YOUR TASK
For the data that follows, state how many lines hold the string "align", giving the number by itself.

======== DATA SHOWN ========

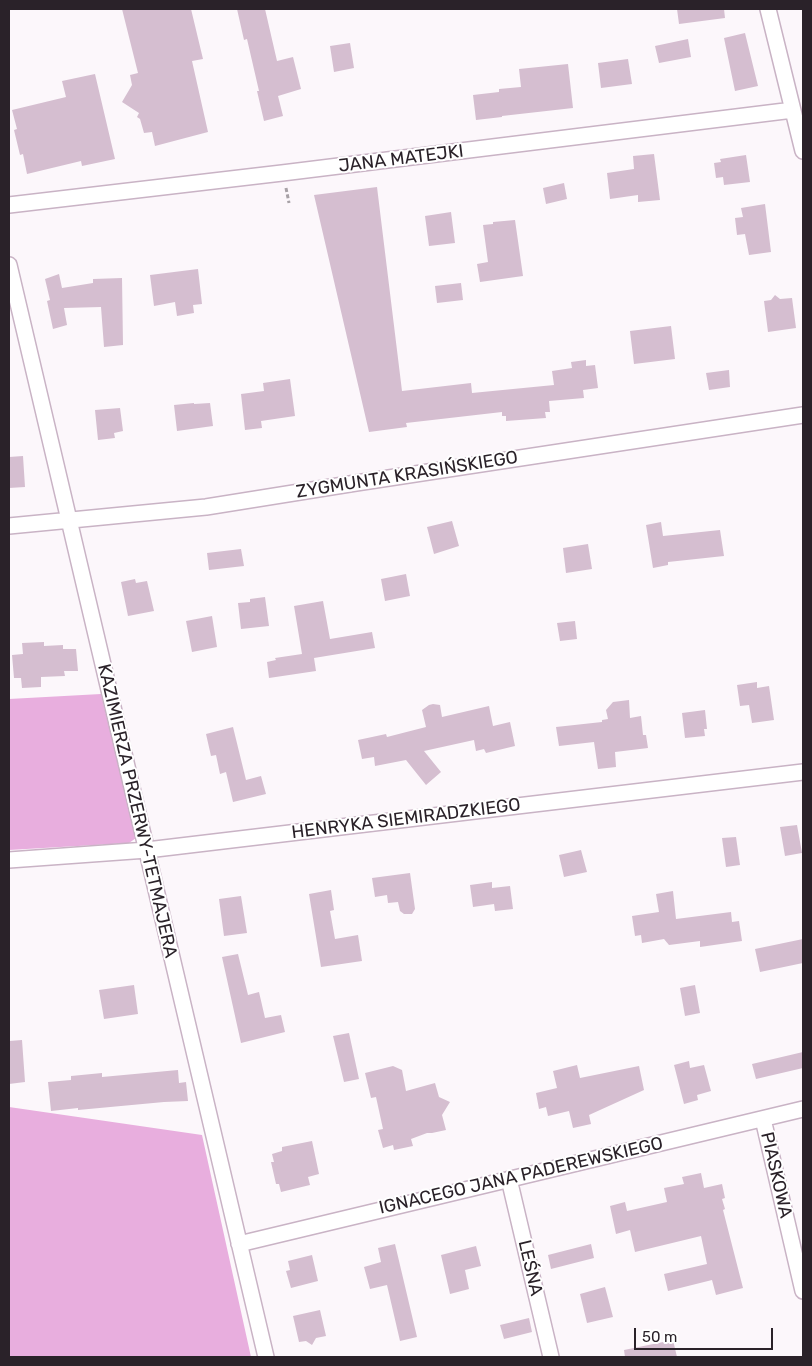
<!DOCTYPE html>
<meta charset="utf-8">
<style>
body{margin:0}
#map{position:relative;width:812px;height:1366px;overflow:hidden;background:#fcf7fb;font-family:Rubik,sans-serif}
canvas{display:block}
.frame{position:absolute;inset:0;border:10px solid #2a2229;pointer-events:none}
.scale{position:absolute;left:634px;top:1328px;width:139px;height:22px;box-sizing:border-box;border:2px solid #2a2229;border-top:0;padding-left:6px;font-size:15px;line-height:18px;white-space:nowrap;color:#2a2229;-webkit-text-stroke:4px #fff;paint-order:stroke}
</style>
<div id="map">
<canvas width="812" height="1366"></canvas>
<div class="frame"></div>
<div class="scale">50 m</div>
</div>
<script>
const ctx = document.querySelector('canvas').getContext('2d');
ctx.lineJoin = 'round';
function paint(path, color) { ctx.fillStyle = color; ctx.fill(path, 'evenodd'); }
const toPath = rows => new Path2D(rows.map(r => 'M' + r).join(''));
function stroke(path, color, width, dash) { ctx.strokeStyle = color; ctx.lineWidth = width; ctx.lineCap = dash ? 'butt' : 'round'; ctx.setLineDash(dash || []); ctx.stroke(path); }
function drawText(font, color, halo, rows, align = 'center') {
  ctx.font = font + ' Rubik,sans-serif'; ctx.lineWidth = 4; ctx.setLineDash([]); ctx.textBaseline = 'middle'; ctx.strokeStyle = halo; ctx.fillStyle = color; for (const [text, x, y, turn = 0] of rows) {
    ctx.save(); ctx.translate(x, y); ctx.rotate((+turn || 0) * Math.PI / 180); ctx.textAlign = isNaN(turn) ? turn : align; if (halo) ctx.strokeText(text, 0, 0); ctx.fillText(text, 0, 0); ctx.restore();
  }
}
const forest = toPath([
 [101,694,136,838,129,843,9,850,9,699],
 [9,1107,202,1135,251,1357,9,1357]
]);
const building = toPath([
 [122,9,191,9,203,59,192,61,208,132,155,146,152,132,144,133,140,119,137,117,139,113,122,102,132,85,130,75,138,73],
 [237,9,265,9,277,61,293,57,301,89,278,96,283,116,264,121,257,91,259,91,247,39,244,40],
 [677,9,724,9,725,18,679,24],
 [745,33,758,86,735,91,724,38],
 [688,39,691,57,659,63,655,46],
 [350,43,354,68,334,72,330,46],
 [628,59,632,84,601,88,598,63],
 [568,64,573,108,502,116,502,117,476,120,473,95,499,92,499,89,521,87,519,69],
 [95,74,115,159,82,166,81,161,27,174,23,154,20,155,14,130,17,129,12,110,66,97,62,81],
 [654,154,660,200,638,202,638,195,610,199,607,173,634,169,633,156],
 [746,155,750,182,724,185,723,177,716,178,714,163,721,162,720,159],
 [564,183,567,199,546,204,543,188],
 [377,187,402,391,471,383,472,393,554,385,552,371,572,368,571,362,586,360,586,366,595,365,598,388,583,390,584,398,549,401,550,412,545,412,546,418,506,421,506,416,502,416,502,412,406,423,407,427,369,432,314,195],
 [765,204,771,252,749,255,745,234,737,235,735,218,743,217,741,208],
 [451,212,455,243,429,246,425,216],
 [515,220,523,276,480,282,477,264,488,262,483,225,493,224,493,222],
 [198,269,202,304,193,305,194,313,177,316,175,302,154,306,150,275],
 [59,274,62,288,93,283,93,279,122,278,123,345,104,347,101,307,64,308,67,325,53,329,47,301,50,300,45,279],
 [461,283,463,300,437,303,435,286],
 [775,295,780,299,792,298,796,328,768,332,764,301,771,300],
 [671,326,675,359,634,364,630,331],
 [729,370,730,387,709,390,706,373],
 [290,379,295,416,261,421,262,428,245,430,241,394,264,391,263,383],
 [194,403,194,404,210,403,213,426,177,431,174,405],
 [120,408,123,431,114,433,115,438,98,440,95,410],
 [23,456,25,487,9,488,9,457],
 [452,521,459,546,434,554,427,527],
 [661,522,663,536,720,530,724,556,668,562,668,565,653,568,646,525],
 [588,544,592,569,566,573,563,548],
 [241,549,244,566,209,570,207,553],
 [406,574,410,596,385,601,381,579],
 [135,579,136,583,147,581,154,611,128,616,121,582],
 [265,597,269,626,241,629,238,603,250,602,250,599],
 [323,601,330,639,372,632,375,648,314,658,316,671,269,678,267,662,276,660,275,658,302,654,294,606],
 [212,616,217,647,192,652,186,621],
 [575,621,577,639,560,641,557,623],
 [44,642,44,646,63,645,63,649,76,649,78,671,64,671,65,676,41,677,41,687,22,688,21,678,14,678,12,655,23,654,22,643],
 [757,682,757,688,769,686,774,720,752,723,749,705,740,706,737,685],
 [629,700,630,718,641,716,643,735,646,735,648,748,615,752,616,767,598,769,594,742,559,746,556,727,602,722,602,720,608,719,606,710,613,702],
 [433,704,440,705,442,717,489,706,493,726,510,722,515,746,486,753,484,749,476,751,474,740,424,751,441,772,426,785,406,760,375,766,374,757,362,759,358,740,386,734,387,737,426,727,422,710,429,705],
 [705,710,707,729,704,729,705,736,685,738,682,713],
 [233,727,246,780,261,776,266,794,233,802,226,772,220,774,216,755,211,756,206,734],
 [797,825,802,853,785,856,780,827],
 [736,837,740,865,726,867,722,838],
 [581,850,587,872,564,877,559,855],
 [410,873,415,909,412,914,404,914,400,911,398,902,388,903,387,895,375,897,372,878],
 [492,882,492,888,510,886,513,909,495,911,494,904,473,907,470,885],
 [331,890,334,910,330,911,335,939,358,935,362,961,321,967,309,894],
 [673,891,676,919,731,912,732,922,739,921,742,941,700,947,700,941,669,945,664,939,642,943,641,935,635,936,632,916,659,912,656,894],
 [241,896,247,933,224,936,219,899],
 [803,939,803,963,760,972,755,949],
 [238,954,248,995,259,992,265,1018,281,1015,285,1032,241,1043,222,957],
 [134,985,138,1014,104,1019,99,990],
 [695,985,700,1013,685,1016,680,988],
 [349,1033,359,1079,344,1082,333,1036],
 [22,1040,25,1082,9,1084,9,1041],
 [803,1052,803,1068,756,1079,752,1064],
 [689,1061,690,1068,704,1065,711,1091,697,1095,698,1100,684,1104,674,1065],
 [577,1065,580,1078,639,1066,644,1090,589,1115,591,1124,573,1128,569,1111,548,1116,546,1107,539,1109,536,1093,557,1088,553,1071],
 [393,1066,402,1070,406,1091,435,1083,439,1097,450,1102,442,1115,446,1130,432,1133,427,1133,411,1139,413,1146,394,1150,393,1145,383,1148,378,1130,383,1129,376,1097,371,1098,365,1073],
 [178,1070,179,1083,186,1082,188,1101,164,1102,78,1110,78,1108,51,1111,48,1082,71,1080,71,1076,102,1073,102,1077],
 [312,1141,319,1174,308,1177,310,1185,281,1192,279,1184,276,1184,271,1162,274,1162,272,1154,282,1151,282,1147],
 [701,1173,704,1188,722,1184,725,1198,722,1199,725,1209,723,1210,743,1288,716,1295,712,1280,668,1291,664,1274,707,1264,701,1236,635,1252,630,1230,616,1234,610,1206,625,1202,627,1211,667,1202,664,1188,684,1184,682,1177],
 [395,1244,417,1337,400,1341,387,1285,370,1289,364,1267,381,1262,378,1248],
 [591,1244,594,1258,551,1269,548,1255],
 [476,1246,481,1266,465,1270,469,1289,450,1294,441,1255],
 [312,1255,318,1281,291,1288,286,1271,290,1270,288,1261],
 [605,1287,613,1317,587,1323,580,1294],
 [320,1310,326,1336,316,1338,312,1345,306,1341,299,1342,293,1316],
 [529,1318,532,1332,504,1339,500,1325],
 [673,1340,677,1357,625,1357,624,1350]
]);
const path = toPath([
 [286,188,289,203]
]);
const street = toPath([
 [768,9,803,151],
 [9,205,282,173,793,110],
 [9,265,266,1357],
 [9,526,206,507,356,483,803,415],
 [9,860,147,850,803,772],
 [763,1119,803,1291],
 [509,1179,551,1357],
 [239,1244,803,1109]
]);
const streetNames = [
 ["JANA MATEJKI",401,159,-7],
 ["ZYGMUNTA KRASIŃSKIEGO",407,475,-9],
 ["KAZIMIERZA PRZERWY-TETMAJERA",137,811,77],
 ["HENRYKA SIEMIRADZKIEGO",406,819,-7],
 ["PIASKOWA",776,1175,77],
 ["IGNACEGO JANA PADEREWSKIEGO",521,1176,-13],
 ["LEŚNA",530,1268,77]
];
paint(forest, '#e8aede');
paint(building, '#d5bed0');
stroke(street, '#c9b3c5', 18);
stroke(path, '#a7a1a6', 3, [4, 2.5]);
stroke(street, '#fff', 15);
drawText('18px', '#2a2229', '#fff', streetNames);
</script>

========

RESPONSE BELOW
2